Batyrzhon Shermuhammad, a human rights activist from Uzbekistan, told The Moscow Times that his compatriots are still hesitant to leave Russia and are waiting for the conflict in Ukraine to end. But workers who were about to come to Russia are pausing.
"They can’t assess the prospects of working in Russia. Several people who bought tickets for the Tashkent-Moscow flight asked me if they should fly," Shermukhammad said. "Tickets are not cheap, and if wages fall, people will simply have nothing to bring back home.”
Migrants aren't interested in politics, Shermukhammad said. They worry about exchange rates and the price of housing and goods in Russia, since work migrants from Central Asia are just here to make money to send home to their families. He predicts an outflow of migrants in the next two months.
Maria Yermilova, associate professor of finance for sustainable development at the Plekhanov Russian Economic University, told The Moscow Times that the construction and agricultural markets where most of the migrants work will be supported by the government. So she believes that Russia will still be attractive for earning money.

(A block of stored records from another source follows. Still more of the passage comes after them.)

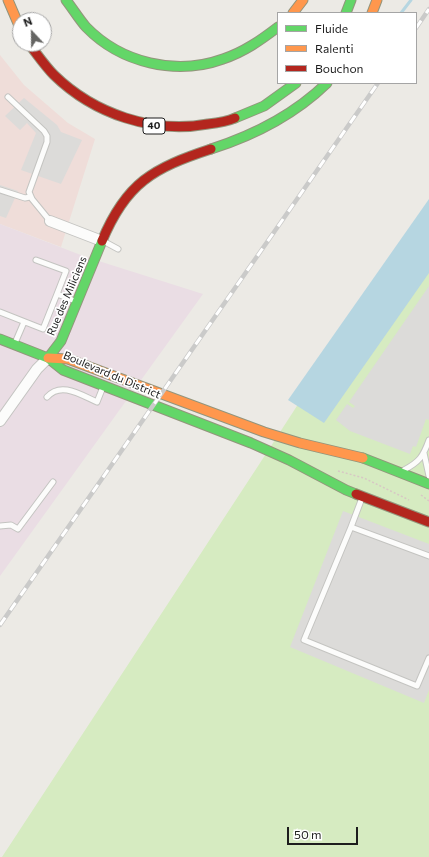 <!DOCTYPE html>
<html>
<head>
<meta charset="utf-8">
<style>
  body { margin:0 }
  #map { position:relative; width:429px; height:857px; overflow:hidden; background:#eceae5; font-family:Commissioner,sans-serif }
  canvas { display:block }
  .legend { position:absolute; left:277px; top:12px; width:140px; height:72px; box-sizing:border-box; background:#fff; border:1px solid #a5a5a5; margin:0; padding:5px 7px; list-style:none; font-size:12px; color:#1d1d1d }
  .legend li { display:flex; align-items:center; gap:8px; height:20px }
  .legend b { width:20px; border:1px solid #a5a5a5 }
  .north { position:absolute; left:12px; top:12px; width:40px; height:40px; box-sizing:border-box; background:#fff; border:1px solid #a5a5a5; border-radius:50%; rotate:338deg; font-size:11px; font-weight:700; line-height:16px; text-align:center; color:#1d1d1d }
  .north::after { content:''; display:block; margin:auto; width:14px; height:18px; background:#656563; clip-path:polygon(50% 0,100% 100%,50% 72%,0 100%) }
  .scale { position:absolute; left:287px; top:827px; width:71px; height:18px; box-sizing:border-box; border:2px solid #1d1d1d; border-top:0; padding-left:5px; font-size:12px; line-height:14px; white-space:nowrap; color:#1d1d1d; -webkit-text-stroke:3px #fff; paint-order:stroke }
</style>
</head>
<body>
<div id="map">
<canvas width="429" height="857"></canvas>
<ul class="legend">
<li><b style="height:5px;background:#63d668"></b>Fluide</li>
<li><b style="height:5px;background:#ff974d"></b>Ralenti</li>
<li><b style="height:5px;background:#b3261e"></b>Bouchon</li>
</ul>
<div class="north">N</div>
<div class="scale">50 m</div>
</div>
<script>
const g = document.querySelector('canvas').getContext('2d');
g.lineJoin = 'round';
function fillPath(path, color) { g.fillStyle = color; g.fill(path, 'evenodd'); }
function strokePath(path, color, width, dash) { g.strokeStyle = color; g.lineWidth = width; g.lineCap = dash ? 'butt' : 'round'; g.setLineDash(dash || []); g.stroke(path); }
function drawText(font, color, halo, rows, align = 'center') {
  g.font = font + ' Commissioner,sans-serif'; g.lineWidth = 3.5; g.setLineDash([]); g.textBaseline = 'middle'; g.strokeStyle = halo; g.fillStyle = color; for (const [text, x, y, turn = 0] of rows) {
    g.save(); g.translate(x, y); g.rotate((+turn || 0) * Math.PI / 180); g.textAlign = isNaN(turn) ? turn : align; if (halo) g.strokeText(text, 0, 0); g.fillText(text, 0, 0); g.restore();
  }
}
fillPath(new Path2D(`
  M0,55L24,85L68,123L95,139L61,247L0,224Z`), '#efddd9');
fillPath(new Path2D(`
  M0,224L86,257L203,294L0,576Z`), '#eadde4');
fillPath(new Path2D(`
  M429,202V857H2L260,463Z`), '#d6ebc1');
fillPath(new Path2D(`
  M24,98L57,125L61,132L82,140L61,184L21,170L36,133L27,123L20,130L5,116Z
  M0,185L18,191L6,218L0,216Z
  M429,286V420L426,419L416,447L413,446L410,454L350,431L336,420L347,404L353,408L355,406L349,402Z
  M343,511L429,544V690L424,703L290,647Z`), '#dcdbd9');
fillPath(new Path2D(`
  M429,199V273L324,423L288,400Z`), '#b6d6e1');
strokePath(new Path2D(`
  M401,13L411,0`), '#b6d6e1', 3);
const lane = new Path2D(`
  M8,97L44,131L47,136V142L29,192L32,199L50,221
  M0,190L25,198L30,197
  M105,242L118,249
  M36,260L66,271L57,294
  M0,312L43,329L57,294L75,301
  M15,343L24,322
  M47,397C61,381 81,395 97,402L103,387
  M424,453L429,476
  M404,470C419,462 423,457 429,440
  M0,526L11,525L18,529L53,482
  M351,527L362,498
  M429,556L351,527L304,640L417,686L429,658`);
const street = new Path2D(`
  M50,221L102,241
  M0,421L37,369L48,358`);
const fast = new Path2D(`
  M66,0C73,9 79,19 86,27C121,63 176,76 223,59C244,52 261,40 278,27
  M346,13L351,0
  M235,118L264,106L296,83
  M211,149C255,135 294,115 327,83
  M0,339L48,358L63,370L251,443L289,460L346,490L356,494
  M48,358L61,341L102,241
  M363,458L429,484`);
const slow = new Path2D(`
  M8,0L20,28
  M293,13L303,0
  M372,13L377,0
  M48,358L68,359L264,432L300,443L363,458`);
const jam = new Path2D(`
  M29,44C37,54 45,66 54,75C94,114 153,134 208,124C217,123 226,122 235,118
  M102,241C126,183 153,168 211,149
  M356,494L429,522`);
strokePath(lane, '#c4c4c1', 7);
strokePath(street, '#c4c4c1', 12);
strokePath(fast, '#93957c', 11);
strokePath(slow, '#93957c', 11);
strokePath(jam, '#93957c', 11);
strokePath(new Path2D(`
  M338,471L364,478L409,500
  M421,495L429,501`), '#d7c8c4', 1.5, [2, 2]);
strokePath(lane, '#fcfcfb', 5);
strokePath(street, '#fcfcfb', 10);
strokePath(fast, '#63d668', 9);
strokePath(slow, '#ff974d', 9);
strokePath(jam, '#b3261e', 9);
const rail = new Path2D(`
  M416,28L429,9
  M0,625L378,83`);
strokePath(rail, '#cacac9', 4.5);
strokePath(rail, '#fff', 3, [9]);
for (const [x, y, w] of [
  [154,126,22]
]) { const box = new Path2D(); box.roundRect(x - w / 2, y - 8, w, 16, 3); g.fillStyle = '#fff'; g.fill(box); strokePath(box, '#1d1d1d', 1); }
drawText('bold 10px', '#1d1d1d', null, [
  ["40",154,126]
]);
drawText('11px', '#1d1d1d', '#fff', [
  ["Rue des Miliciens",67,296,-67],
  ["Boulevard du District",112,375,23]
]);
</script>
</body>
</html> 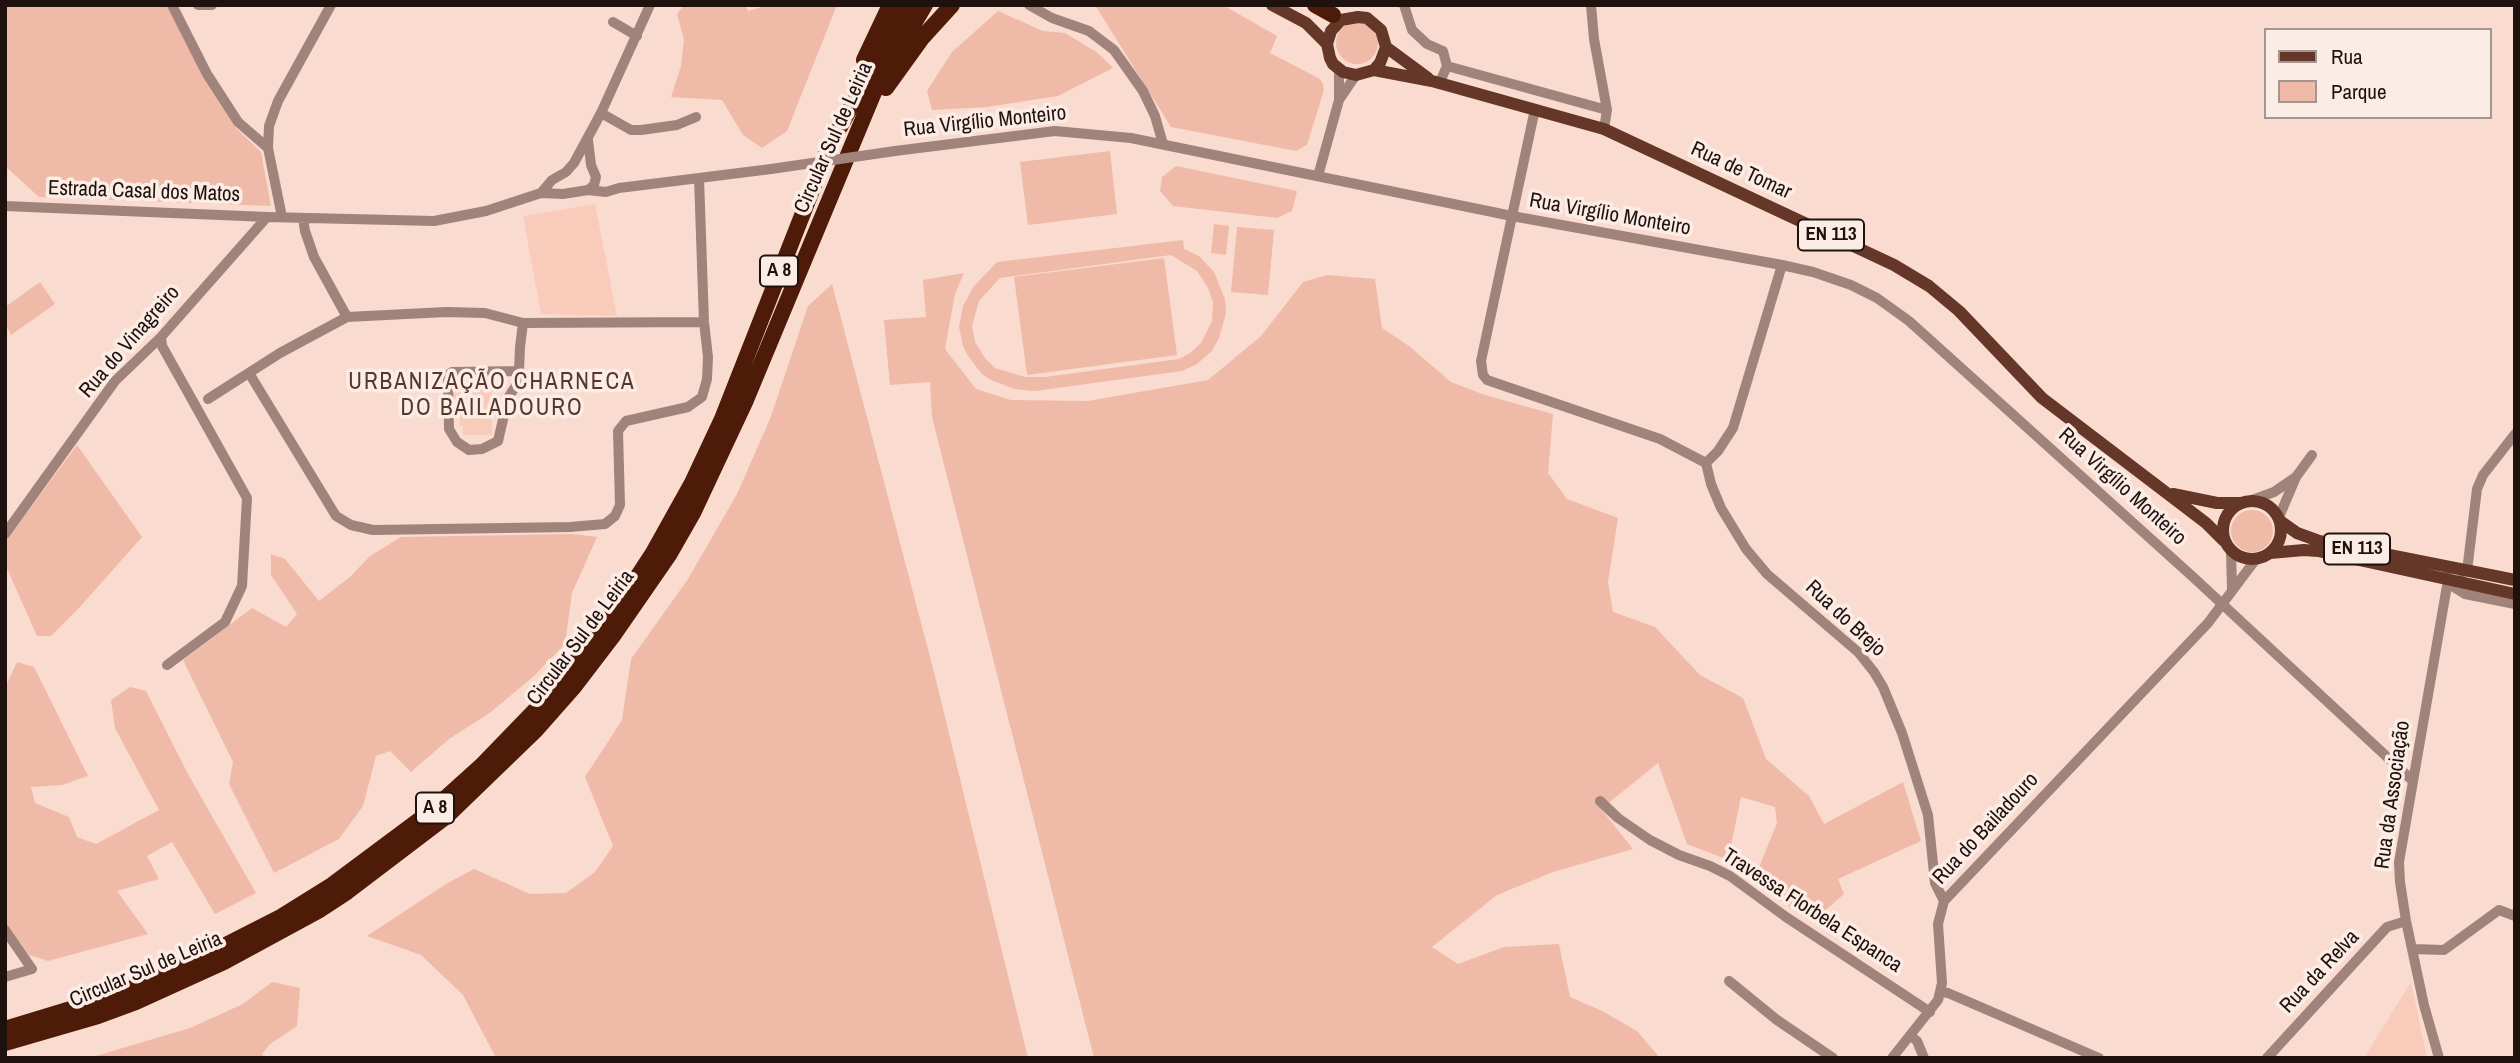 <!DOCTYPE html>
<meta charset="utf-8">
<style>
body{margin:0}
#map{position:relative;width:2520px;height:1063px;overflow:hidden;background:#fadbd0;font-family:"Archivo Narrow",sans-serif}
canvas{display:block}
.frame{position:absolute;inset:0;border:7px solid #1f120e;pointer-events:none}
.legend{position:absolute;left:2264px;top:28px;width:228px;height:91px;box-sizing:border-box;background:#fcece6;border:2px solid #a49590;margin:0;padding:9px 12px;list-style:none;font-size:21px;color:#1f120e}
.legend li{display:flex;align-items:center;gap:14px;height:35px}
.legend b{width:35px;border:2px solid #a49590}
</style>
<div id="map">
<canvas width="2520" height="1063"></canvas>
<div class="frame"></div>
<ul class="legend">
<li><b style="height:9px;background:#653728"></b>Rua</li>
<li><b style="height:19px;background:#f0baa8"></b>Parque</li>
</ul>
</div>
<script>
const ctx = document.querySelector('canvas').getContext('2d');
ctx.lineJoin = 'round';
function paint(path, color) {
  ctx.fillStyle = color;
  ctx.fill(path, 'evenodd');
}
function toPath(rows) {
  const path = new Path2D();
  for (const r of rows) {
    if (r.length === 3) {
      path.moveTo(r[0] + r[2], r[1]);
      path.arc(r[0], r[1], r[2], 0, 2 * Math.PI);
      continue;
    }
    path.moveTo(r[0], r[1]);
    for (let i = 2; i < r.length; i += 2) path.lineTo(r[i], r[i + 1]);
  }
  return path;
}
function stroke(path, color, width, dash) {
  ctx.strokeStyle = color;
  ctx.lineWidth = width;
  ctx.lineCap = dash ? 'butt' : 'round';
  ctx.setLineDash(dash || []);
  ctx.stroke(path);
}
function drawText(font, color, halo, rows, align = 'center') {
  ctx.font = font + ' "Archivo Narrow",sans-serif';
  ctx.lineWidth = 7;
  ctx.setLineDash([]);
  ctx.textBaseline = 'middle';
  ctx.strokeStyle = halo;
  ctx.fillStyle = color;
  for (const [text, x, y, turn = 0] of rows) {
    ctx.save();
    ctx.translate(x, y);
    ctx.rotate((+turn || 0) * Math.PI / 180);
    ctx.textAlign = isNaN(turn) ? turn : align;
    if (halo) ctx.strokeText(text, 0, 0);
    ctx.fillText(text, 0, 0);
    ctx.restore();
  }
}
const built = toPath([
 [595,204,617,316,541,314,523,216],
 [454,388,492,388,492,435,463,435,463,426,460,426,460,412,454,412],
 [2411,982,2427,1058,2364,1058]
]);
const green = toPath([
 [5,5,167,5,214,93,236,128,261,152,271,206,39,197,5,166],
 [684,5,745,5,748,11,768,5,837,5,787,131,762,148,743,135,722,100,671,97,681,66,684,40,677,14],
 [1095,5,1223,5,1277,36,1270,53,1320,79,1323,84,1324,90,1307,145,1296,151,1171,127],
 [998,11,1043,31,1065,33,1098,53,1113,68,1058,96,987,107,932,110,927,91,952,52],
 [1357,43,21],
 [1110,151,1117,214,1028,225,1020,162],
 [1176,166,1297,191,1292,211,1277,218,1173,206,1160,191,1162,177],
 [1214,224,1229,226,1226,255,1211,253],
 [1237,227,1274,230,1268,295,1231,292],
 [1183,240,1184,249,1199,256,1214,272,1225,299,1226,313,1219,338,1212,351,1197,364,1182,371,1035,391,1014,389,989,379,981,373,968,356,963,346,959,327,963,306,974,286,997,262],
 [1171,255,1197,271,1208,288,1213,302,1212,321,1201,343,1190,353,1179,359,1045,377,1025,377,995,368,985,358,975,342,972,326,979,301,1000,278],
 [1164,258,1177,355,1027,375,1014,277],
 [964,273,955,294,945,349,976,389,1011,400,1088,401,1208,380,1261,336,1303,282,1327,275,1375,279,1382,328,1409,346,1451,382,1485,395,1553,414,1548,473,1567,499,1618,518,1608,582,1613,612,1655,627,1700,675,1743,698,1766,759,1809,796,1824,824,1903,782,1921,841,1838,879,1844,894,1812,922,1753,882,1777,823,1775,807,1741,797,1728,860,1687,844,1658,763,1601,809,1633,849,1553,872,1497,895,1432,947,1458,964,1504,947,1559,944,1570,997,1602,1011,1637,1031,1660,1058,1094,1058,932,417,930,382,890,385,884,320,926,317,923,280],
 [40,282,55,304,11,335,5,323,5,307],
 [832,284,935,676,1028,1058,496,1058,463,995,421,955,367,936,446,884,474,869,530,894,566,893,595,872,613,846,585,777,622,720,631,659,688,579,737,494,770,419,808,306],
 [77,445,142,537,80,607,51,636,37,636,5,564,5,542],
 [2252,531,21],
 [573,534,597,537,572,593,565,644,534,676,491,712,449,739,411,772,390,751,376,756,363,806,339,839,274,873,229,784,233,762,183,660,252,608,286,627,297,614,271,575,271,554,285,559,319,601,350,577,370,556,401,537],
 [17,662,34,667,88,776,62,785,31,787,35,803,69,817,77,837,96,844,159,810,115,728,111,700,130,687,146,691,189,776,256,893,215,914,172,842,147,856,159,879,117,891,148,934,48,961,29,955,9,929,5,928,5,688],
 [272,982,300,988,297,1026,270,1044,262,1054,265,1058,89,1058,190,1028,243,1004]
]);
const minor = toPath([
 [172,5,207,74,238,122,268,148],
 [198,5,212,5],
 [1029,5,1052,18,1089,31,1114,50,1143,91,1155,116,1163,144],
 [1404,5,1412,30,1427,44,1443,51,1447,66],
 [1591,5,1594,39,1607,110,1604,129],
 [613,22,637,36],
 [1439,84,1447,66,1607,110],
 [1339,100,1356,75],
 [1535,109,1481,361,1483,375,1487,380,1660,439,1706,463,1718,451,1733,428,1782,265],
 [601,113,631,130,641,130,677,125,696,117],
 [895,151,1055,131,1131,138,1512,216,1782,265,1813,272,1851,285,1877,298,1909,321,2193,577,2413,781],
 [1318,176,1339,100,1339,70],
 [588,190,606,192,619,188,771,169],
 [541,193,552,180,566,172,574,163,601,113,650,5],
 [5,206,267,217,434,221,486,211,541,193,563,194,588,190,594,185,596,177,591,165,588,140],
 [282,217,268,148,269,126,278,101,331,5],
 [347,317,446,312,485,313,523,323,704,322],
 [161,337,162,346,247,498,242,586,225,622,167,665],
 [519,371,452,372,448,375,449,429,457,442,469,450,482,449,498,441,508,398,519,381,519,371,520,347,523,323],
 [249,373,336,516,351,525,373,530,570,527,605,524,615,516,620,505,618,431,626,421,688,407,702,397,707,379,708,357,704,322,699,178],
 [208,399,280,353,347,317,314,257,305,231,303,218],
 [1706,463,1711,484,1721,508,1746,549,1767,574,1858,652,1874,672,1883,687,1902,733,1928,815,1935,883,1944,901],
 [2252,500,2274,492,2296,477],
 [2279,517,2296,477,2312,455],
 [5,534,115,381,161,337,267,217],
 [2231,551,2232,589],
 [2462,572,2467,571,2477,489,2483,475,2515,434],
 [2447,576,2452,586,2465,594,2515,604],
 [1600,801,1618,818,1650,840,1679,855,1710,866,1730,876,1786,917,1930,1012],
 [5,930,32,969,5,977],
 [2412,949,2444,950,2499,910,2515,916],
 [1729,981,1777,1020,1833,1058],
 [1941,992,1948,993,2099,1058],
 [1911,1036,1917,1041,1924,1058],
 [1892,1058,1938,1000,1942,983,1938,924,1944,901,2208,623,2256,559],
 [2267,1058,2387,927,2406,921],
 [2439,1058,2424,1005,2406,921,2400,882,2399,862,2448,580]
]);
const major = toPath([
 [1272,5,1306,23,1327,44],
 [1386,47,1380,63,1374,70,1356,75,1343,72,1333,64,1330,58,1327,44,1331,31,1341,20,1358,17,1367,18,1381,30,1386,47,1428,78],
 [1374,70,1432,81,1604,129,1894,265,1929,286,1959,311,2042,398,2206,523,2224,541],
 [2173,494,2217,503,2239,503],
 [2252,530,29],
 [2280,521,2297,533,2319,541,2515,580],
 [2270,553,2304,550,2318,551,2515,594]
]);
const highway = toPath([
 [1315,5,1333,15],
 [864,60,890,5],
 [886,88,922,38,952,5],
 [5,1029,107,998,173,972,279,918,332,885,430,812,481,766,541,704,602,629,626,594,653,553,692,483,722,419,829,147,907,5],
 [5,1043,98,1016,136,1002,224,962,318,911,347,892,447,816,536,730,574,687,613,636,669,555,693,513,746,400,875,90,925,5]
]);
const minorBridge = toPath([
 [771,169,895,151]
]);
const shields = [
 [1831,235,66],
 [779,271,38],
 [2357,549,66],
 [435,808,38]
];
const shieldNames = [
 ["EN 113",1831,235],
 ["A 8",779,271],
 ["EN 113",2357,549],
 ["A 8",435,808]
];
const streetNames = [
 ["Rua Virgílio Monteiro",985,122,-6],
 ["Circular Sul de Leiria",834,138,-66],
 ["Rua de Tomar",1741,171,25],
 ["Estrada Casal dos Matos",144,192,2],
 ["Rua Virgílio Monteiro",1610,215,10],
 ["Rua do Vinagreiro",130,342,-49],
 ["Rua Virgílio Monteiro",2122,487,42],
 ["Rua do Brejo",1845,619,43],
 ["Circular Sul de Leiria",581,638,-53],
 ["Rua da Associação",2393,795,-82],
 ["Rua do Bailadouro",1986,829,-47],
 ["Travessa Florbela Espanca",1812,911,33],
 ["Circular Sul de Leiria",146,970,-23],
 ["Rua da Relva",2320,972,-47]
];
const neighbourhoodNames = [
 ["URBANIZAÇÃO CHARNECA",492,383],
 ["DO BAILADOURO",492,409]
];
paint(built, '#f9cbbb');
paint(green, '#f0baa8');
stroke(minor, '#a0847b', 10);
stroke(major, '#653728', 12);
stroke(highway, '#4e1b08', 16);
stroke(minorBridge, '#a0847b', 10);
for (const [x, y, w] of shields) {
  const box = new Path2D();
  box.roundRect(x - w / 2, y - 15.5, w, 31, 5);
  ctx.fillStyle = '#fcece6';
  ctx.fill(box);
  stroke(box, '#1f120e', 2);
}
drawText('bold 19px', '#1f120e', null, shieldNames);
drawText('21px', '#1f120e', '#fcece6', streetNames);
ctx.letterSpacing = '2px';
drawText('23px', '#55372c', '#fcece6', neighbourhoodNames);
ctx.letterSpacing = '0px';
</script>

"If migrants do leave Russia, our citizens will be able to replace them," Yermilova said. “But this will only be possible if there are massive layoffs in other sectors of the economy and rising unemployment."
Some migrants are considering alternative labor markets. Shokhzhakhon, a cab driver from Andijan, told The Moscow Times that many of his friends are now thinking about moving to Saudi Arabia to work.
"My brother has been living there for more than a year. I'm now learning the language and pulling together documents," Shokhzhakhon said, "It's harder to get used to it, but the wages are much higher there.”
Human rights activist Shermukhammad confirmed that many migrants are indeed looking for options to earn money outside Russia, including in Saudi Arabia and South Korea. However, for most of them Russia remains the most accessible option — it’s easy to get a job and easy to assimilate.
The volume of remittances to individuals from Russia to the CIS countries through the payment system July - September 2021 was $2.29 billion — a record for the last 6 years. Most of the money was sent to Uzbekistan, Tajikistan and Kyrgyzstan.
The year before, the coronavirus pandemic had caused a major outflow of migrants from the CIS who worked in construction, transportation and agriculture. This immediately caused panic in the labor market. According to the Ministry of Internal Affairs, before the pandemic about 12 million migrants worked in the country. Now there are half as many. The labor market immediately felt the shortage of workers.
Since the end of 2020, agricultural companies have asked the Ministry of Agriculture to facilitate the entry of foreign workers during the sowing and harvesting periods. According to reaseach by Kommersant, employers have raised salaries for guest workers many times over. Deputy Prime Minister Marat Khusnullin said that Russia will need to attract up to 5 million additional foreign workers by 2024 in order to meet the national housing construction goals.